Tiffany Mathews, wellness coordinator for KSC, said exposure to the sun is not all bad.

“While it is important to expose yourself to sunlight in order to get that Vitamin D, too much sun, like tanning, is harmful,” Mathews said. Mathews continued and stated tanning beds do not contain Vitamin D, resulting in no health benefits.

KSC senior Anna Lienghot said she has never used a tanning bed.

“I’m too nervous to use one,” Lienghot stated. Lienghot described herself as “cancer-prone,” and said she did not want to risk her health. Lienghot said she sticks to tanning cream when she wants to appear bronzed.

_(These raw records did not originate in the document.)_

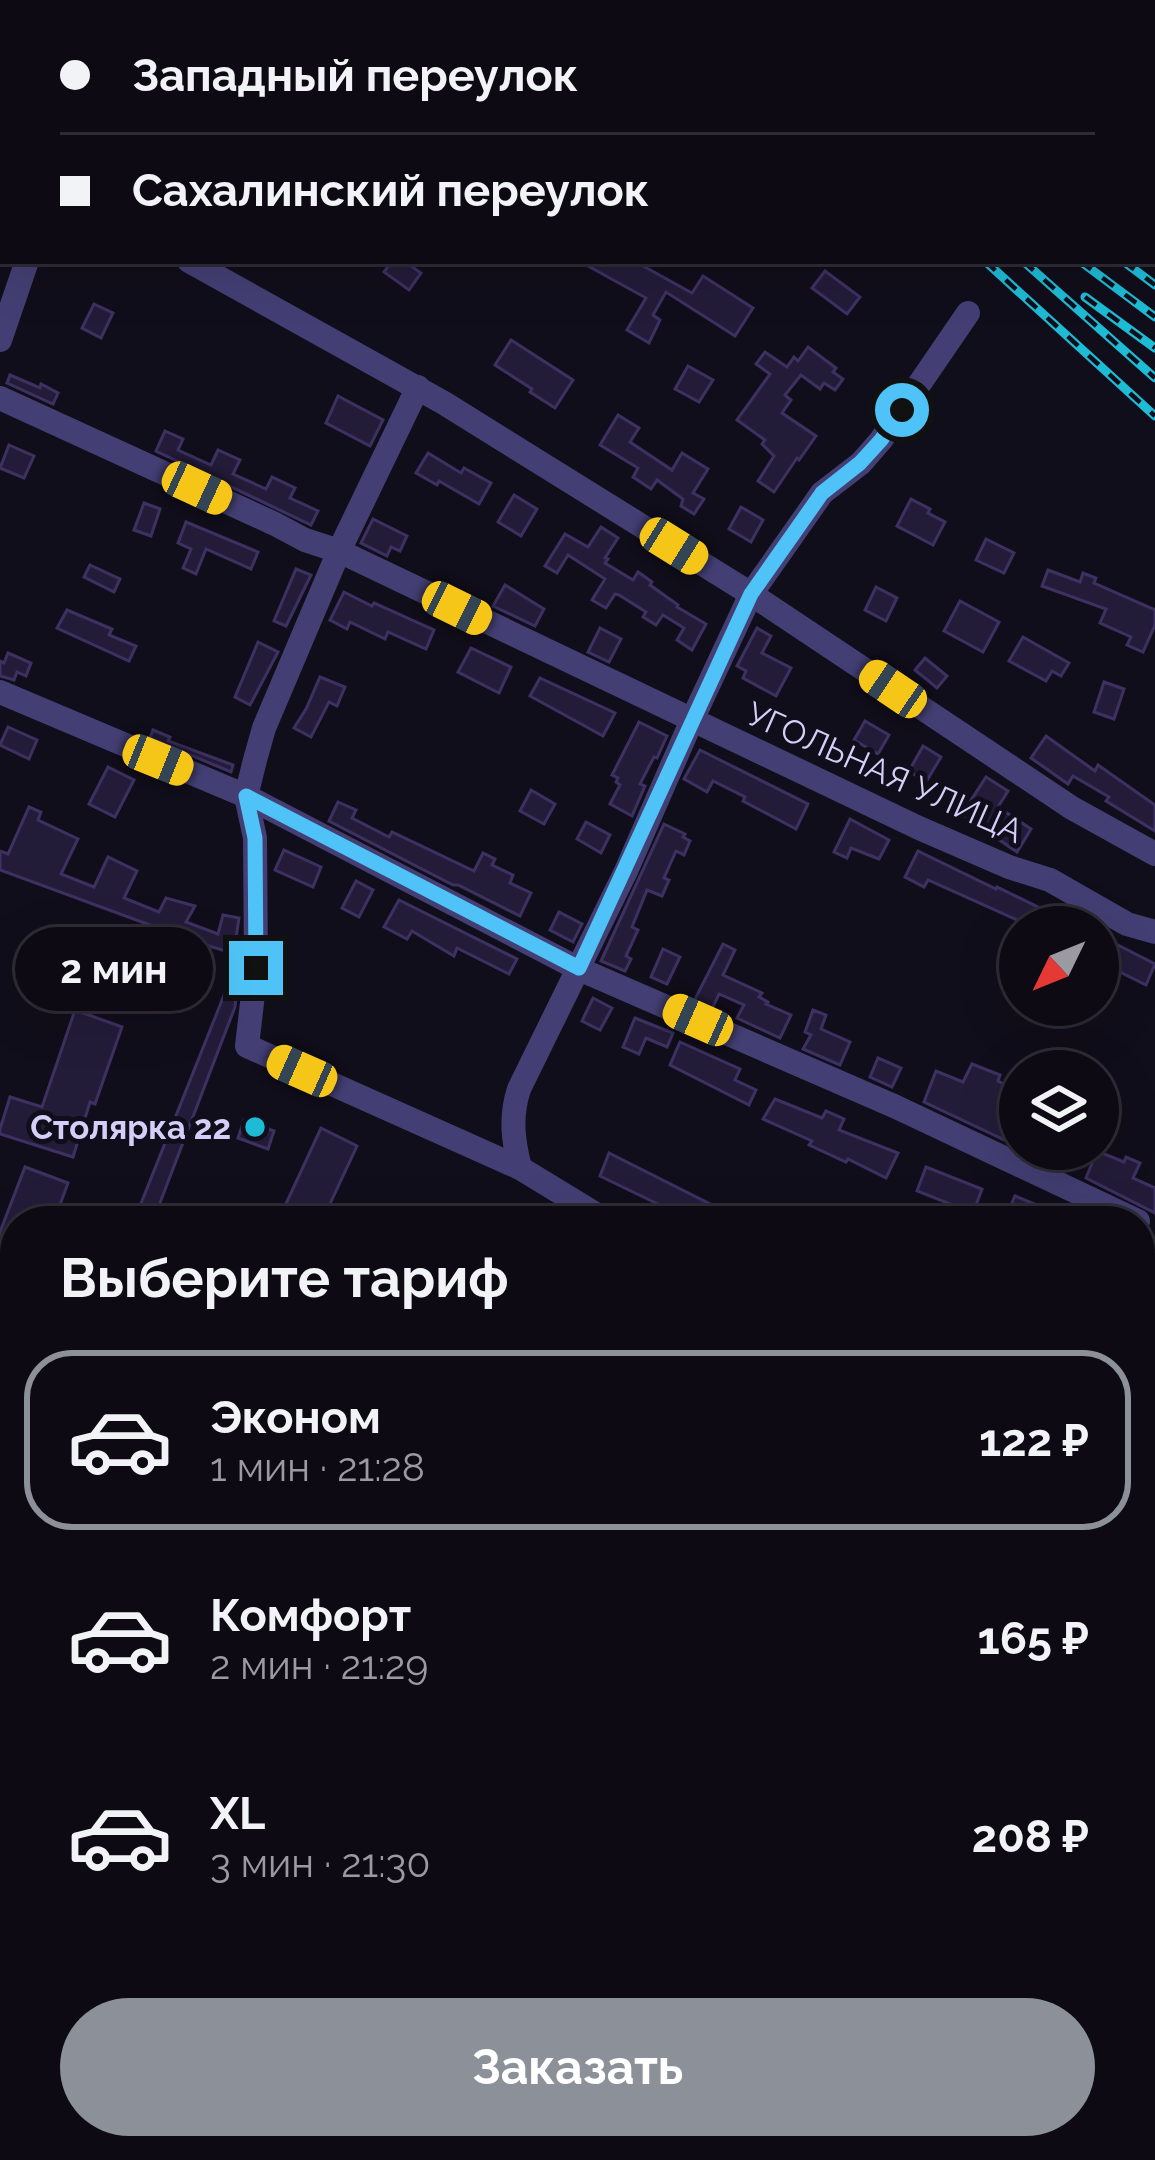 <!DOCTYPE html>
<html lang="ru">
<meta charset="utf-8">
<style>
:root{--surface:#0d0a14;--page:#1b1822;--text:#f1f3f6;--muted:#9a9aa0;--line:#2d2b34;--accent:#8c9099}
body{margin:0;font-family:Raleway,sans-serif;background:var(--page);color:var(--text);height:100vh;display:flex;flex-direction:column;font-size:45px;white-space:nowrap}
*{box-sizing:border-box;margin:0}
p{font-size:39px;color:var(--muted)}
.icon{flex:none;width:66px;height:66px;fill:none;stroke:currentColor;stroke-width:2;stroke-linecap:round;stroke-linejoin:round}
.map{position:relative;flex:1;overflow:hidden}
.panel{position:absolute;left:0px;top:1206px;width:1155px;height:954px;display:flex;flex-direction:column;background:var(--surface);border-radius:48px 48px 0 0;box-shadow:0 12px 48px #0002,0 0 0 3px var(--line)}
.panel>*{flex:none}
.top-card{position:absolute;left:0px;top:0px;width:1155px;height:264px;box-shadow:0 12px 48px #0002,0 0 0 3px var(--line);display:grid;align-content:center;height:264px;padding:0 60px;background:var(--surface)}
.needle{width:78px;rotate:227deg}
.buttons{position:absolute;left:999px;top:906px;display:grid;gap:24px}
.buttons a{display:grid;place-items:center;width:120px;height:120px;border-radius:50%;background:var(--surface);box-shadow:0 12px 48px #0002,0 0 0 3px var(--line);font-size:60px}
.end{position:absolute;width:54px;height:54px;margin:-27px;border:15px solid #4fc3f7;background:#111;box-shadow:0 0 0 6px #111}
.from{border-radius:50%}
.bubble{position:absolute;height:84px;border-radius:42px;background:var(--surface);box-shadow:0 12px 48px #0002,0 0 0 3px var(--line);font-size:39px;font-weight:700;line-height:84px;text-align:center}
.car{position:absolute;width:36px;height:72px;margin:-36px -18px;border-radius:15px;box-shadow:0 0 9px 3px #0007;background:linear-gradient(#f5c518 24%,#345 0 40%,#f5c518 0 76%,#345 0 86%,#f5c518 0)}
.top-card b{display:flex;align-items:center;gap:42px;height:114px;font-size:45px}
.top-card b+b{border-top:3px solid var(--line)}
.top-card i{width:30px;height:30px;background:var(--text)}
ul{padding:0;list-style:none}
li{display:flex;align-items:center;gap:36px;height:180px;margin:0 24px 18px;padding:0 36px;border:6px solid transparent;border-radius:48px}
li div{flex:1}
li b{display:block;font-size:45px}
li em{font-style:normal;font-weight:700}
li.active{border-color:var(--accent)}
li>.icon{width:108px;height:108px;stroke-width:1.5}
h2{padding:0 60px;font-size:54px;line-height:144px}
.action{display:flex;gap:24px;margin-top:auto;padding:24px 60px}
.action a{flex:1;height:138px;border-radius:72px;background:var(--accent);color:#fff;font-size:48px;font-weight:700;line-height:138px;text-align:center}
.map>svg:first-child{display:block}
.green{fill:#122424}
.building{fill:#231c39;stroke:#3d3162;stroke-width:3}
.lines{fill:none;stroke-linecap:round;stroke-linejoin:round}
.minor{stroke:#433f74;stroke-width:24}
.rail-casing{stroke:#1ebbd5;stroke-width:9}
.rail{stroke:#110e1b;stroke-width:4.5;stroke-dasharray:14;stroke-linecap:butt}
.route{stroke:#4fc3f7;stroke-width:15}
.poi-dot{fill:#1ebbd5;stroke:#110e1b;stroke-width:4.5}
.labels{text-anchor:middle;stroke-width:10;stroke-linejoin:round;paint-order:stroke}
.street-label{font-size:33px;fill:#d5cef8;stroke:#110e1b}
.poi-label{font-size:33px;font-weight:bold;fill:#d5cef8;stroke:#110e1b;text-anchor:end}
</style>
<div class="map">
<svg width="1155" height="2160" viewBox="0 0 1155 2160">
<rect width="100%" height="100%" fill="#110e1b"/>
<polygon class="green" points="0,1607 15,1612 15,2145 336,2145 329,2160 0,2160"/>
<g class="building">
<polygon points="392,261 404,261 421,273 409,290 384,272"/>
<polygon points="579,261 634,261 692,293 703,276 753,308 735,336 666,292 653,315 660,320 649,343 627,330 646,298"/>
<polygon points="825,271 860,297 847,314 812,288"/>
<polygon points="94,304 113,313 101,338 82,328"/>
<polygon points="511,340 573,380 555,408 530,392 532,389 495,365"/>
<polygon points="808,347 836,368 833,372 843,379 835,390 824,383 820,389 801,375 785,395 791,400 782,413 816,436 799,460 797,458 774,492 758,481 774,456 762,444 765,440 737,420 770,374 756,364 765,352 787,367 794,357 798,361"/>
<polygon points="688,366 713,380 699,402 675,389"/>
<polygon points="10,375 40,388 41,384 58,393 53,404 7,383"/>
<polygon points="338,396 383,420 370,446 326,423"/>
<polygon points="618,415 639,428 630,442 672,470 682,453 708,469 693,493 704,499 694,514 681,506 683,499 657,480 651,489 633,477 638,468 600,445"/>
<polygon points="165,431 183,439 178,450 211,465 218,450 240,460 233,474 266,489 272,477 295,488 290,498 318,511 311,525 156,451"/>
<polygon points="9,445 34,456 24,478 0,468"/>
<polygon points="428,453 461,473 464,468 491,483 479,504 439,481 437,485 416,473"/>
<polygon points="514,495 537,509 521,536 498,522"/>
<polygon points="911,499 930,509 928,513 945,522 933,545 897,526"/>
<polygon points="144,503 160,509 151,536 134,530"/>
<polygon points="741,507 763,520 751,542 729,529"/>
<polygon points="373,519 407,536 400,551 391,547 387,556 361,543"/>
<polygon points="186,522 258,552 251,569 206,549 196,574 183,568 191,549 178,543"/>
<polygon points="601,527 618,538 605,558 608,559 605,563 633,580 638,572 652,582 650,585 678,605 677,607 706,624 692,650 677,640 684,628 663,615 656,625 643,617 646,612 619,595 615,594 606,608 592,600 605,579 568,555 557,573 545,566 565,534 588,547"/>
<polygon points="986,539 1014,553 1004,573 976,560"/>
<polygon points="90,565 120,579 114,592 84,577"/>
<polygon points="296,569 311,575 286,626 274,621"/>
<polygon points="1048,570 1080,582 1083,573 1096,578 1094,583 1155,610 1155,625 1143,652 1127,645 1131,637 1100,623 1106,609 1042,586"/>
<polygon points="505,585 544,609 535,626 493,606"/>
<polygon points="876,587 897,598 886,621 865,610"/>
<polygon points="344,592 372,606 374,603 434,630 426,649 388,632 385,639 350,622 347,629 330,620"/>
<polygon points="960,601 999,622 983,652 944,631"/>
<polygon points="67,610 112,629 109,635 136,646 129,661 57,628"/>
<polygon points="600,628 621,639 609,662 588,652"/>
<polygon points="757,628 771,636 762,653 791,668 776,696 743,678 746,671 737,666"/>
<polygon points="1023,637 1069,663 1061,676 1052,671 1046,681 1009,661"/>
<polygon points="258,642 278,652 250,705 235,697"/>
<polygon points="471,648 511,667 499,693 458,672"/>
<polygon points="8,653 31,663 26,676 17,672 14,680 0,676 0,661 4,663"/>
<polygon points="925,658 947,676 937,688 915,670"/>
<polygon points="320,677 345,687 337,706 329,702 311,737 294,728 306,709"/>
<polygon points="540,678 615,713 603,736 530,696"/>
<polygon points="1104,682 1124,689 1114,719 1094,712"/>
<polygon points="865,721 889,735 878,754 854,740"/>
<polygon points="639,722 667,736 657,758 654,757 640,784 645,786 632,816 610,804 620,785 616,782 618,778 612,775"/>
<polygon points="8,727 37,740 29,759 0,745"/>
<polygon points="153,730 170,737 168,741 233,765 231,772 150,738"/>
<polygon points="1046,736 1095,771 1098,765 1155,805 1155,831 1106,801 1109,797 1073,776 1068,784 1031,758"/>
<polygon points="923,746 941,757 926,782 909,771"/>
<polygon points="700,750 808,804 796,829 743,801 745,797 713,781 707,792 684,779"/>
<polygon points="108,767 134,780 115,817 89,804"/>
<polygon points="986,777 1008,791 998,807 1031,829 1017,852 962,814"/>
<polygon points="531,790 555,804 544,824 520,811"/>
<polygon points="338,802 356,810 352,818 389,837 392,832 474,871 483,853 495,859 492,865 513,875 510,883 531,893 520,916 458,885 453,885 329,821"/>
<polygon points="29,807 41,812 38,820 78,839 61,874 94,887 108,857 137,871 124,898 159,912 166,898 195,906 186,922 218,934 223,915 239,918 236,938 239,939 239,955 199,943 0,870 0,851 8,854"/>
<polygon points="850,819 889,840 879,859 851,848 847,858 834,852"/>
<polygon points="586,822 610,835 601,853 577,839"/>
<polygon points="664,824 685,834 683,837 690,841 684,855 676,851 664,878 669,880 662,896 647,890 632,927 638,930 626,956 631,959 625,971 601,961"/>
<polygon points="284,850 321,867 313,887 275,870"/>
<polygon points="918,851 996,889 997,887 1079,927 1033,927 928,880 924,887 905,877"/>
<polygon points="356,881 373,890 359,917 342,908"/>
<polygon points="399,900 517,959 509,974 457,948 454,956 412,931 407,939 384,927"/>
<polygon points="559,912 582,924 573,942 550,930"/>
<polygon points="1098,935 1155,964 1146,985 1098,961"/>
<polygon points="723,944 735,950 723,975 762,993 759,997 768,1002 766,1004 791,1015 780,1038 737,1018 744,1005 719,994 712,1009 694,1001"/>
<polygon points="663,949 680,957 667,984 651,977"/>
<polygon points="236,965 239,967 235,1007 153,1221 134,1221"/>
<polygon points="593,998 612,1008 600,1030 582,1021"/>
<polygon points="75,1010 122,1027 95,1104 90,1102 73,1157 0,1134 0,1129 10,1097 42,1107"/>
<polygon points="813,1010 826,1015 821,1029 850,1042 840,1065 803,1049 811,1035 805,1032"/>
<polygon points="635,1018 673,1033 667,1047 646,1038 639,1054 623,1047"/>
<polygon points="680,1042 740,1069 735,1080 756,1090 749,1105 670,1065"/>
<polygon points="878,1058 901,1068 892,1087 870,1077"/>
<polygon points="972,1064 1000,1075 998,1081 1020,1093 1020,1105 1012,1119 1020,1123 1020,1130 1013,1144 924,1102 936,1071 963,1082"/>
<polygon points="775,1099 822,1118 826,1111 844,1119 839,1130 898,1153 886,1178 848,1159 846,1162 809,1145 812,1141 763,1119"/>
<polygon points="244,1120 274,1131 268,1149 238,1138"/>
<polygon points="321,1128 357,1146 322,1221 278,1221"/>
<polygon points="1097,1151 1124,1162 1126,1157 1140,1163 1133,1178 1155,1188 1155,1213 1086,1178"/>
<polygon points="609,1153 714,1206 707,1221 672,1206 671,1210 662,1206 600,1176"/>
<polygon points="25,1167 68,1183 54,1221 15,1221 15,1292 0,1287 0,1232"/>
<polygon points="926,1167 982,1189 973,1213 917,1191"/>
<polygon points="1015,1196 1037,1205 1034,1211 1057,1221 1004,1221"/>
<polygon points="1140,1845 1155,1847 1155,1937 1140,1937"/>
<polygon points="1140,2016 1155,2016 1153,2160 1117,2160 1117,2145 1140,2145"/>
<polygon points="348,2145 396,2145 427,2160 340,2160"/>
<polygon points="452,2145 527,2145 558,2160 482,2160"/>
<polygon points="743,2145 817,2145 813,2160 772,2160"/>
<polygon points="853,2145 1020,2145 1022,2160 851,2160"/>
<rect x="1054" y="2145" width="36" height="15"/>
</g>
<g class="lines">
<g class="minor">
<polyline points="0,142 3,144"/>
<polyline points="0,214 3,215"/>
<polyline points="189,261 444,403 751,594 1072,808 1155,854"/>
<polyline points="0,340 27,261"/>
<polyline points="418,387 339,551 264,728 255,760 246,796 255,838 256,968 247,1046 520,1168 607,1221"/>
<polyline points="0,398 275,524 305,540 339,551 919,828 1009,867 1050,880 1127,924 1155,932"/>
<polyline points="0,692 246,796 579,969 894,1106 1138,1221"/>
<path d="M520 1168C513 1140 510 1117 519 1089L626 871 692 720 751 594 822 493 861 463 881 440 968 313"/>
<polyline points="1140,1430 1155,1401"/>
<polyline points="1140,1439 1155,1457"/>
</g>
<g class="rail-casing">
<g id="rail">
<polyline points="698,0 702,3"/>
<polyline points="729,0 733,3"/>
<polyline points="791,0 796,3"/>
<polyline points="849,0 854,3"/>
<polyline points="872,0 879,3"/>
<polyline points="913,0 921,3"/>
<polyline points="971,0 982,3"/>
<polyline points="1016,0 1035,3"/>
<polyline points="1104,0 1123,3"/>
<polyline points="1152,125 1155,127"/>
<polyline points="1152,159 1155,161"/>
<polyline points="1152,218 1155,220"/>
<polyline points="1152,239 1155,241"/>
<polyline points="1152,260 1155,262"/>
<polyline points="985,261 1155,416"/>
<polyline points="1023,261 1155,378"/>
<polyline points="1080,261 1155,317"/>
<polyline points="1123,261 1155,285"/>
<polyline points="1085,297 1155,348"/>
</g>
</g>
<use href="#rail" class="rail"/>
</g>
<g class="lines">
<polyline class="route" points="256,968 255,838 246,796 579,968 751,594 822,493 860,463 881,440 902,410"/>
</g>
<circle class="poi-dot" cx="255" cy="1127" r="12"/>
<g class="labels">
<g class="street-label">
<text transform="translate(885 772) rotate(24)" y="12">УГОЛЬНАЯ УЛИЦА</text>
</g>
<g class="poi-label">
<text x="231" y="1139">Столярка 22</text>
</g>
</g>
</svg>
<div class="buttons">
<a><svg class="needle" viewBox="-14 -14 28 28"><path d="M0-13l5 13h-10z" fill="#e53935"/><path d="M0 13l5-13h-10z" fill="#9a9aa0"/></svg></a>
<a><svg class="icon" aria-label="layers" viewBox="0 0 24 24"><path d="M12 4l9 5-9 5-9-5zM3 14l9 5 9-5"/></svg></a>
</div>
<i class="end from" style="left:902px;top:410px"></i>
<i class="end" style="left:256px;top:968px"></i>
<div class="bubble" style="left:15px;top:927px;width:198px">2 мин</div>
<i class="car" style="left:197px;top:488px;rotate:115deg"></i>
<i class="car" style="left:674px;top:546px;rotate:122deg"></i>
<i class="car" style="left:457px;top:608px;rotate:116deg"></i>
<i class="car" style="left:893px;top:689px;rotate:304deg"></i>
<i class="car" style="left:158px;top:760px;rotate:112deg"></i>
<i class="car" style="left:698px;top:1020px;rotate:294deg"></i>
<i class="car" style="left:302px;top:1071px;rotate:294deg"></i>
<div class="top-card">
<b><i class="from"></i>Западный переулок</b>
<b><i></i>Сахалинский переулок</b>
</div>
<section class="panel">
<h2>Выберите тариф</h2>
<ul>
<li class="active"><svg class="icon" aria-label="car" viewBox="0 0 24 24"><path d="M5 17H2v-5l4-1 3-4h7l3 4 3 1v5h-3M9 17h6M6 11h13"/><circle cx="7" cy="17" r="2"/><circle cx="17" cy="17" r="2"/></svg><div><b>Эконом</b><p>1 мин · 21:28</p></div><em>122 ₽</em></li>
<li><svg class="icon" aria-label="car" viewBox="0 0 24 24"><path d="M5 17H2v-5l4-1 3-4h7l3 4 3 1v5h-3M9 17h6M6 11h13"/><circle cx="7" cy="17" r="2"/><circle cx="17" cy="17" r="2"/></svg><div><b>Комфорт</b><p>2 мин · 21:29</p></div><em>165 ₽</em></li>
<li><svg class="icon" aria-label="car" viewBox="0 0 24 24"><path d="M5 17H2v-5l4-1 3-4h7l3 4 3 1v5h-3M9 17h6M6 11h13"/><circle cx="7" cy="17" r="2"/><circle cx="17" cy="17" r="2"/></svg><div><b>XL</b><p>3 мин · 21:30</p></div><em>208 ₽</em></li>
</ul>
<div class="action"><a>Заказать</a></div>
</section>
</div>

Similarly, sophomore Kristen McNally said she tanned once over winter break.

“It was just random. It’s not a regular thing for me,” McNally said. McNally stated family members have had skin cancer, which scares her away from making tanning a regular habit.

Junior Christine Sullivan said she used to visit tanning salons on a three day per week basis.

“I stopped going because it got too expensive, plus it’s not good for you,” Sullivan stated. “But mostly it’s because it was so expensive.” Sullivan said salons do not post warnings on cancer risks, though she was warned to wear protective goggles in the booths.

Chris Gruner, a junior, said he’s never been to a tanning salon, but knows many girls who do.

Gruner said, “It’s really noticeable when girls tan too much. Just stop.” Gruner stated a “nice bronze” looks nice, but cautioned girls not to overload.

Gruner commented on the few girls he sees on campus who are too dark or orange and said, “Damn, she’s going tanning—that’s not cool.”

Junior Jaime Kathan said she visited a tanning salon before vacationing one year.

“I tanned before I left to protect my skin because the sun exposure where I was going was really high,” Kathan explained. “I did it so I wouldn’t burn.”

Kathan is one of many who have fallen for the idea that getting a “base tan” before hitting the beach is beneficial. But with the information released that states how harmful tanning beds are—how can exposing oneself to UV rays before going outside to get more UV rays be useful?

Lawrence E. Gibson, M.D., a doctor with the Mayo Clinc, addressed this myth and said, “Many people go to tanning salons to get a so-called ‘base tan’ before leaving on a beach vacation. The theory behind this is a few sessions of indoor tanning will protect your skin from sunburn. But there’s little evidence that this is true.” Gibson explained the issue being that repeated exposure to UV radiation, whether it comes from a tanning bed or the sun, increases the risk of premature skin aging and cancer.

If you’re unhappy with your pale appearance, try the various tanning lotions and foams you can buy at any drugstore before resorting to a tanning booth.

Mathews summarized these issues when she concluded, “Strive to be the best you can be, know the information, know the facts, and make an informed, healthy decision.”

Keep calm and carry on, Keene State.